Halloween is haunting me.
And not in a creepy, who’s gonna jump out of the bushes and get me kinda way.
I have children. LOTS of children. Five boys to be exact. Two are on their own and at college, but three are still here.
Needless to say, taking care of so many children can be expensive. And this past year, I resigned from my teaching position to stay home and care for my brood. Saying we are on a budget is a MAJOR understatement!
What does all of this have to do with Halloween haunting me??
We are trying to costume up on a budget. A tight budget.
Most boys would be happy throwing on some camouflage clothes, grabbing a plastic rifle, painting their face and going as hunters. Or even wearing their baseball uniform from baseball season. But not MY boys. NO.
My boys want to be the Joker, the Riddler, and the Penguin….all Batman characters. But not just any Joker, Riddler, and Penguin. That would be too easy. They want to be those characters from specific Batman movies. Yay.
This puts me on a quest from H-E-double hockey sticks.
And an exciting quest it is. In fact, I feel like Indiana Jones on the quest for the Holy Grail.
Just for the record, there isn’t a purple suit jacket within a hundred miles of my small town. I know. I have looked. I have worried about this jacket. I have sat up at night trying to figure out a way to create this jacket (without having to use the sewing skills I DON’T have). I have prayed for this jacket to appear.
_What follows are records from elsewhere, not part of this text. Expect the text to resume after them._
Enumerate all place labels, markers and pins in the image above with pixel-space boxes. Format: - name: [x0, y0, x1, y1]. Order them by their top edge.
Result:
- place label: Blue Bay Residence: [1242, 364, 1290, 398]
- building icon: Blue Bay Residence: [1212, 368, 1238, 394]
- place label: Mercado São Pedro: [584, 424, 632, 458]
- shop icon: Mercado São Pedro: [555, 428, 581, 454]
Sadly, that is only ONE of the items I am STILL scrounging to find with absolutely NO LUCK.
So, while all of you are out bobbing apples, carving pumpkins, and drinking hot apple cider, think about me in Halloween Hell.
I will be scrambling to put together a Riddler cane, dying a suit jacket purple, cutting out question marks to go on another suit jacket, trying to figure out a way to make a monacle for the Penguin…..all while my blood pressure turns my face into a nice pumpkin red-orange, I pull the hairs out of my head a hand full at a time, and the stress creates a bleeding ulcer that is oozing out of my ears.
At least that’s one costume taken care of. I’ll just go as the deranged, psycho- mom I will be!